Personal information
- Full name: Wim Walschaerts
- Date of birth: 5 November 1972 (age 53)
- Place of birth: Antwerp, Belgium
- Height: 5 ft 11 in (1.80 m)
- Position: Midfielder

Youth career
- 1990–1995: K. Beerschot V.A.C.

Senior career*
- Years: Team / Apps / (Gls)
- 1995–1996: K. Beerschot V.A.C.
- 1996–1998: KFC Tielen
- 1998–2001: Leyton Orient / 125 / (9)
- 2001–2002: KFC Strombeek
- 2002–2003: K. Berchem Sport
- 2003–2005: K.V. Red Star Waasland
- 2005–2006: RC Lebbeke
- 2006–2008: K. Berchem Sport
- 2008–2009: KFCO Wilrijk
- ?: Ternesse VV Wommelgem

= Wim Walschaerts =

Belgian footballer

Wim Walschaerts (born 5 November 1972 in Antwerp) is a Belgian former professional footballer who played as a midfielder, mainly in Belgium but also in England for Leyton Orient. He could also play as a right-sided wing-back.

==Career==
Walschaerts began his career in the youth ranks at K. Beerschot V.A.C. in the early 1990s before moving to Second Division club KFC Tielen in June 1996. When Tielen withdrew from the league due to financial problems, Walschaerts was signed by Leyton Orient manager Tommy Taylor under the Bosman ruling.

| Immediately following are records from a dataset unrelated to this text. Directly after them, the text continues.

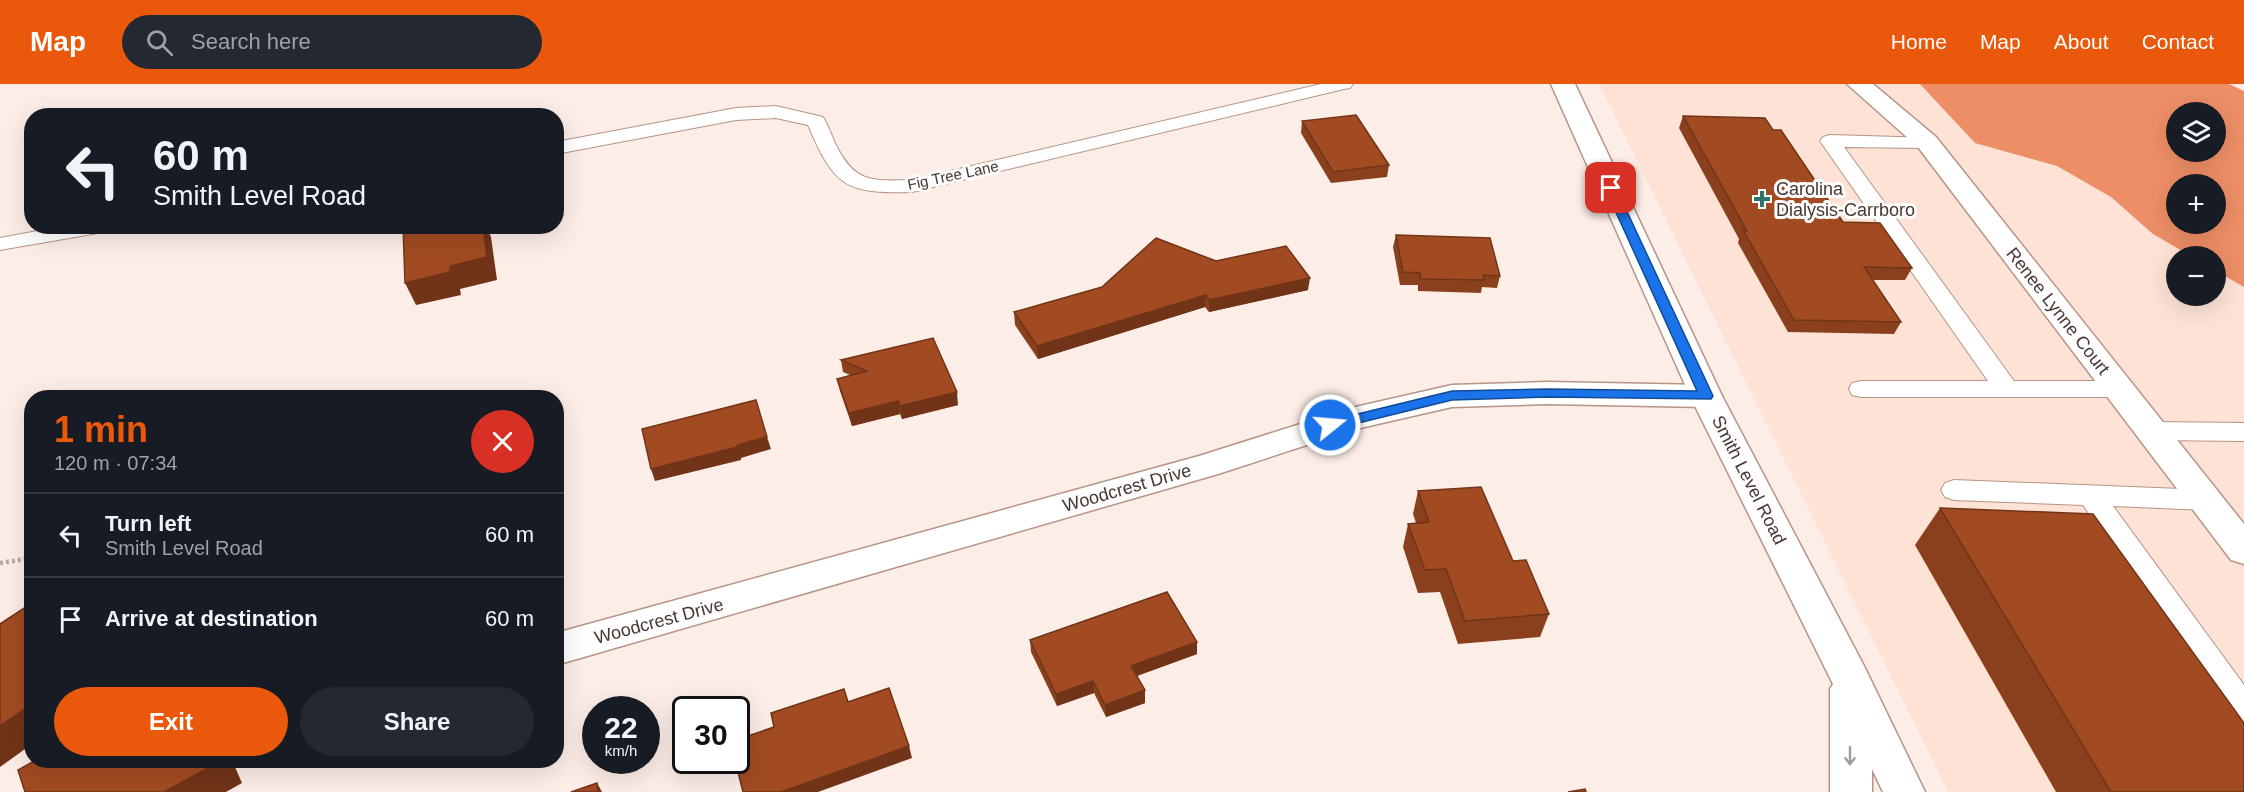 <!DOCTYPE html>
<html lang="en">
<head>
<meta charset="utf-8">
<style>
  body { margin:0; font-family:Helvetica,sans-serif; background:#242831; color:#f1f3f6; height:100vh; display:flex; flex-direction:column; font-size:22px; white-space:nowrap }
  * { box-sizing:border-box; margin:0 }
  p { font-size:20px; color:#9ea1a6 }
  .icon { flex:none; width:33px; height:33px; fill:none; stroke:currentColor; stroke-width:2; stroke-linecap:round; stroke-linejoin:round }
  .map { position:relative; flex:1; overflow:hidden }
  .side { position:absolute; left:24px; top:306px; width:540px; height:378px; display:flex; flex-direction:column; background:#171b24; border-radius:24px; box-shadow:0 6px 24px #0002 }
  .side>* { flex:none }
  .guide { position:absolute; left:24px; top:24px; width:540px; height:126px; border-radius:24px; box-shadow:0 6px 24px #0002; background:#171b24; color:#f1f3f6; overflow:hidden }
  .fabs { position:absolute; left:2166px; top:18px; display:grid; gap:12px }
  .fabs a { display:grid; place-items:center; width:60px; height:60px; border-radius:50%; background:#171b24; box-shadow:0 6px 24px #0002; font-size:30px }
  .speed { position:absolute; left:582px; top:612px; display:flex; gap:12px; font-size:30px; font-weight:700; text-align:center }
  .speed>* { display:grid; place-content:center; width:78px; height:78px; border-radius:50%; background:#171b24; box-shadow:0 6px 24px #0002; line-height:1 }
  .speed small { font-size:15px; font-weight:400 }
  .speed .limit { border:3px solid #111; border-radius:9px; background:#fff; color:#111 }
  .pin { position:absolute; display:grid; place-items:center; width:51px; height:51px; color:#fff; margin:-26px; border-radius:12px; box-shadow:0 3px 9px #0006 }
  .me { position:absolute; width:66px; margin:-33px; rotate:73deg; stroke-linejoin:round; filter:drop-shadow(0 0 4px #0008) }
  .turn { display:flex; align-items:center; gap:21px; height:126px; padding:0 30px; font-size:27px }
  .turn .icon { width:78px; height:78px; stroke-width:2.5 }
  .turn b { display:block; font-size:42px; line-height:51px }
  .round { display:grid; place-items:center; flex:none; width:63px; height:63px; border-radius:32px; background:#242831 }
  .head { display:flex; align-items:center; justify-content:space-between; height:102px; padding:0 30px }
  h1 { font-size:36px; font-weight:700; line-height:45px; color:#ea580c }
  .action { display:flex; gap:12px; margin-top:auto; padding:12px 30px }
  .action a { flex:1; height:69px; border-radius:36px; background:#ea580c; color:#fff; font-size:24px; font-weight:700; line-height:69px; text-align:center }
  .action a+a { background:#242831; color:#f1f3f6 }
  ul { padding:0; list-style:none }
  li { display:flex; align-items:center; gap:18px; height:84px; padding:0 30px; border-top:2px solid #363941 }
  li div { flex:1 }
  li b { display:block; font-size:22px }
  li em { font-style:normal }
  header { display:flex; align-items:center; gap:36px; box-sizing:border-box; height:84px; padding:0 30px; background:#ea580c; color:#fff }
  header strong { font-size:28px }
  nav { display:flex; gap:33px; margin-inline-start:auto; font-size:21px }
  .search { width:420px; height:54px; background:#242831; display:flex; align-items:center; gap:15px; box-sizing:border-box; padding:0 21px; border-radius:33px; color:#9ea1a6; font-size:22px }
  .map>svg:first-child { display:block }
  .built { fill:#fee2d6; fill-rule:evenodd }
  .forest { fill:#ed8e66; fill-rule:evenodd }
  .lines { fill:none; stroke-linecap:round; stroke-linejoin:round }
  .service-casing { stroke:#b79485; stroke-width:2 }
  .minor-casing { stroke:#b79485; stroke-width:3 }
  .secondary-casing { stroke:#b79485; stroke-width:3 }
  .path { stroke:#b9aaa3; stroke-width:4.5; stroke-dasharray:3 3; stroke-linecap:butt }
  .service { fill:#fff; fill-rule:evenodd }
  .minor { fill:#fff; fill-rule:evenodd }
  .secondary { fill:#fff; fill-rule:evenodd }
  .wall { fill:#8b401d }
  .shaded-wall { fill:#713418 }
  .building { fill:#a24b22; stroke:#713418; stroke-width:1.5 }
  .oneway { stroke:#a29b98 }
  .route { fill:#1a73e8; stroke:#114b97; stroke-width:1.5 }
  .poi-dot { fill:#2e746a; stroke:#fdfdfd; stroke-width:2 }
  .labels { text-anchor:middle; dominant-baseline:central; stroke-width:6; stroke-linejoin:round; paint-order:stroke }
  .far-street-label { font-size:15px; fill:#463731; stroke:#fdfdfd }
  .poi-label { font-size:18px; fill:#463731; stroke:#fdfdfd; text-anchor:start }
  .street-label { font-size:18px; fill:#463731; stroke:#fdfdfd }
</style>
</head>
<body>
<header>
<strong>Map</strong>
<div class="search"><svg class="icon" aria-label="search" viewBox="0 0 24 24"><circle cx="10" cy="10" r="6"/><path d="M15 15l6 6"/></svg>Search here</div>
<nav><a>Home</a><a>Map</a><a>About</a><a>Contact</a></nav>
</header>
<div class="map">
<svg width="2244" height="708" viewBox="0 0 2244 708">
  <rect width="100%" height="100%" fill="#fcede6"/>
  <path class="built" d="M 1599,0 L 1984,0 L 2176,140 L 2216,140 L 2244,147 L 2244,708 L 1948,708 ZM 2176,172 L 2216,172 L 2216,212 L 2176,212 Z"/>
  <path class="forest" d="M 1920,0 L 2229,0 L 2244,7 L 2244,203 L 2216,187 L 2216,172 L 2191,172 L 2153,150 L 2111,113 L 2057,82 L 1975,59 ZM 2176,28 L 2216,28 L 2216,68 L 2176,68 ZM 2176,100 L 2216,100 L 2216,140 L 2176,140 Z"/>
  <g class="lines">
    <defs>
      <g id="service">
        <path d="M 1321,0 L 1353,0 L 1350,4 L 1344,5 L 912,108 C 845,110 834,102 808,41 L 776,34 L 736,36 L 556,70 L 556,58 L 736,24 L 776,22 L 823,33 C 828,41 831,50 835,59 C 854,99 871,97 912,96 Z"/>
        <path d="M 1830,51 L 1934,54 L 1937,58 L 1934,62 L 1927,64 L 1844,63 L 2014,297 L 2119,297 L 2128,299 L 2131,305 L 2128,311 L 2119,313 L 1861,313 L 1852,311 L 1849,305 L 1852,299 L 1861,297 L 1988,297 L 1820,57 L 1823,53 Z"/>
        <path d="M 64,142 L 114,142 L 111,146 L 104,148 L 0,166 L 0,154 Z"/>
        <path d="M 2151,338 L 2244,339 L 2244,357 L 2151,356 L 2142,353 L 2138,347 L 2142,341 Z"/>
        <path d="M 1954,396 L 2206,406 L 2215,409 L 2219,416 L 2215,423 L 2206,426 L 2113,422 L 2244,601 L 2244,639 L 2233,635 L 2083,421 L 1954,416 L 1945,413 L 1941,406 L 1945,399 Z"/>
      </g>
      <g id="minor">
        <path d="M 1847,0 L 1873,0 L 1936,53 L 2244,440 L 2244,480 L 2231,476 L 1918,63 Z"/>
        <path d="M 1547,298 L 1706,301 L 1717,304 L 1722,312 L 1717,320 L 1706,323 L 1547,320 L 1452,323 L 1356,345 L 1218,390 L 556,581 L 556,549 L 1199,372 L 1351,324 L 1452,301 Z"/>
      </g>
      <path id="secondary" d="M 1551,0 L 1575,0 L 1722,312 L 1864,582 L 1925,708 L 1883,708 L 1872,685 L 1872,708 L 1830,708 L 1830,605 L 1833,600 L 1690,312 Z"/>
    </defs>
    <use href="#service" class="service-casing"/>
    <use href="#minor" class="minor-casing"/>
    <use href="#secondary" class="secondary-casing"/>
    <path class="path" d="M 0,479 L 32,474"/>
    <use href="#service" class="service"/>
    <use href="#minor" class="minor"/>
    <use href="#secondary" class="secondary"/>
  </g>
  <g class="wall">
    <path d="M 1683,32 L 1773,46 L 1843,138 L 1912,184 L 1905,196 L 1873,196 L 1901,238 L 1894,250 L 1788,248 L 1738,159 L 1739,155 L 1679,44 Z"/>
    <path d="M 1302,37 L 1389,81 L 1387,93 L 1331,99 L 1301,49 Z"/>
    <path d="M 1396,151 L 1500,192 L 1497,204 L 1482,203 L 1481,209 L 1418,207 L 1418,201 L 1400,201 L 1393,163 Z"/>
    <path d="M 1216,177 L 1308,206 L 1209,228 L 1205,223 L 1038,275 L 1015,241 L 1014,228 Z"/>
    <path d="M 841,276 L 958,321 L 902,335 L 900,330 L 852,342 L 840,307 L 837,295 L 850,291 L 843,288 Z"/>
    <path d="M 1418,407 L 1513,477 L 1549,530 L 1540,553 L 1458,560 L 1440,508 L 1418,509 L 1403,463 L 1408,440 L 1416,439 L 1413,430 Z"/>
    <path d="M 1940,424 L 2244,708 L 2056,708 L 1915,461 Z"/>
    <path d="M 1030,556 L 1197,558 L 1197,570 L 1137,592 L 1145,606 L 1145,619 L 1106,633 L 1094,609 L 1057,622 L 1031,568 Z"/>
  </g>
  <g class="shaded-wall">
    <path d="M 483,142 L 486,142 L 491,153 L 497,196 L 460,205 L 461,211 L 416,221 L 405,199 L 450,182 Z"/>
    <path d="M 1310,194 L 1308,206 L 1209,228 L 1209,216 Z"/>
    <path d="M 1206,211 L 1205,223 L 1038,275 L 1037,262 Z"/>
    <path d="M 957,308 L 958,321 L 902,335 L 900,322 Z"/>
    <path d="M 898,317 L 900,330 L 852,342 L 849,329 Z"/>
    <path d="M 767,353 L 771,365 L 741,374 L 741,376 L 655,397 L 651,385 Z"/>
    <path d="M 1197,558 L 1197,570 L 1131,594 L 1131,582 Z"/>
    <path d="M 1093,597 L 1094,609 L 1057,622 L 1056,610 Z"/>
    <path d="M 1145,606 L 1145,619 L 1106,633 L 1105,621 Z"/>
    <path d="M 32,620 L 32,660 L 0,683 L 0,642 Z"/>
    <path d="M 909,662 L 912,674 L 818,708 L 781,708 Z"/>
    <path d="M 221,676 L 232,676 L 242,699 L 226,708 L 164,708 Z"/>
    <path d="M 597,699 L 602,708 L 598,708 Z"/>
  </g>
  <g class="building">
    <path d="M 1356,31 L 1389,81 L 1333,88 L 1302,37 Z"/>
    <path d="M 1683,32 L 1765,34 L 1773,46 L 1781,46 L 1843,138 L 1880,139 L 1912,184 L 1864,183 L 1901,238 L 1794,236 L 1743,146 L 1747,147 Z"/>
    <path d="M 403,142 L 483,142 L 487,173 L 450,182 L 450,188 L 405,199 Z"/>
    <path d="M 1396,151 L 1490,154 L 1500,192 L 1483,191 L 1484,196 L 1421,195 L 1420,189 L 1403,188 Z"/>
    <path d="M 1156,154 L 1216,177 L 1286,162 L 1310,194 L 1209,216 L 1206,211 L 1037,262 L 1014,228 L 1102,203 Z"/>
    <path d="M 933,254 L 957,308 L 900,322 L 898,317 L 849,329 L 837,295 L 867,287 L 841,276 Z"/>
    <path d="M 756,316 L 767,353 L 737,361 L 737,363 L 651,385 L 642,345 Z"/>
    <path d="M 1481,403 L 1513,477 L 1526,476 L 1549,530 L 1465,537 L 1446,485 L 1425,486 L 1408,440 L 1429,438 L 1418,407 Z"/>
    <path d="M 1940,424 L 2093,430 L 2244,639 L 2244,708 L 2111,708 Z"/>
    <path d="M 1167,508 L 1197,558 L 1131,582 L 1145,606 L 1105,621 L 1093,597 L 1056,610 L 1030,556 Z"/>
    <path d="M 32,519 L 32,620 L 0,642 L 0,540 Z"/>
    <path d="M 889,604 L 909,662 L 781,708 L 743,708 L 735,676 L 736,676 L 736,656 L 774,643 L 771,629 L 844,605 L 848,618 Z"/>
    <path d="M 36,676 L 221,676 L 221,677 L 164,708 L 25,708 L 18,686 Z"/>
    <path d="M 597,699 L 598,708 L 571,708 Z"/>
    <path d="M 1585,705 L 1586,708 L 1568,708 Z"/>
  </g>
  <defs><path id="oneway-shaft" d="M-6 0H5M1.5-3L5.5 0L1.5 3" fill="none" stroke-width="1.6" stroke-linecap="round" stroke-linejoin="round" transform="scale(1.5)"/></defs>
  <use class="oneway" href="#oneway-shaft" transform="translate(1850 672) rotate(90)"/>
  <path class="route" d="M 1611,101 L 1616,104 L 1713,312 L 1711,315 L 1547,313 L 1452,316 L 1330,346 L 1325,345 L 1323,341 L 1325,338 L 1452,307 L 1547,305 L 1697,307 L 1605,104 Z"/>
  <path class="poi-dot" d="M1759 106h6v6h6v6h-6v6h-6v-6h-6v-6h6z"/>
  <g class="labels">
    <g class="far-street-label">
      <text transform="translate(953 91) rotate(-12)">Fig Tree Lane</text>
    </g>
    <g class="poi-label">
      <text x="1776" y="105">Carolina<tspan x="1776" dy="21">Dialysis-Carrboro</tspan></text>
    </g>
    <g class="street-label">
      <text transform="translate(2058 227) rotate(52)">Renee Lynne Court</text>
      <text transform="translate(1749 396) rotate(63)">Smith Level Road</text>
      <text transform="translate(1127 404) rotate(-16)">Woodcrest Drive</text>
      <text transform="translate(659 537) rotate(-15)">Woodcrest Drive</text>
    </g>
  </g>
</svg>
<div class="fabs">
<a><svg class="icon" aria-label="layers" viewBox="0 0 24 24"><path d="M12 4l9 5-9 5-9-5zM3 14l9 5 9-5"/></svg></a>
<a>+</a>
<a>−</a>
</div>
<div class="speed"><div>22<small>km/h</small></div><div class="limit">30</div></div>
<div class="pin" style="left:1611px;top:104px;background:#d93025"><svg class="icon" aria-label="arrive" viewBox="0 0 24 24"><path d="M6 21V4h12l-3 4 3 4H6"/></svg></div>
<svg class="me" style="left:1330px;top:341px" viewBox="-20 -20 40 40"><circle r="17" fill="#1a73e8" stroke="#fff" stroke-width="3"/><path d="M0-11L8 9 0 5-8 9z" fill="#fff"/></svg>
<div class="guide">
<div class="turn"><svg class="icon" aria-label="left" viewBox="0 0 24 24"><path d="M17 20v-9H6M10 6l-5 5 5 5"/></svg><div><b>60 m</b>Smith Level Road</div></div>
</div>
<section class="side">
<div class="head"><div><h1>1 min</h1><p>120 m · 07:34</p></div><a class="round" style="background:#d93025;color:#fff"><svg class="icon" aria-label="close" viewBox="0 0 24 24"><path d="M6 6l12 12M18 6L6 18"/></svg></a></div>
<ul>
<li><svg class="icon" aria-label="left" viewBox="0 0 24 24"><path d="M17 20v-9H6M10 6l-5 5 5 5"/></svg><div><b>Turn left</b><p>Smith Level Road</p></div><em>60 m</em></li>
<li><svg class="icon" aria-label="arrive" viewBox="0 0 24 24"><path d="M6 21V4h12l-3 4 3 4H6"/></svg><div><b>Arrive at destination</b></div><em>60 m</em></li>
</ul>
<div class="action"><a>Exit</a><a>Share</a></div>
</section>
</div>
</body>
</html>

Whilst at Orient, Walschaerts was a first-team regular and scored some important goals, including FA Cup goals against Brighton & Hove Albion and Kingstonian. He also won two fans' Player of the Year Awards in 1998–99. He missed all of Orient's three matches in the 1999 play-off campaign due to suspension, but played in the 2001 Football League Third Division play-off final, which Orient lost 4–2 to Blackpool. He was the subject of interest from Luton Town, but remained committed to Orient until June 2001, when he signed for KFC Strombeek, again under the Bosman ruling.

Walschaerts spent the rest of his career in his home country, playing with a number of Belgian sides before retiring in 2010.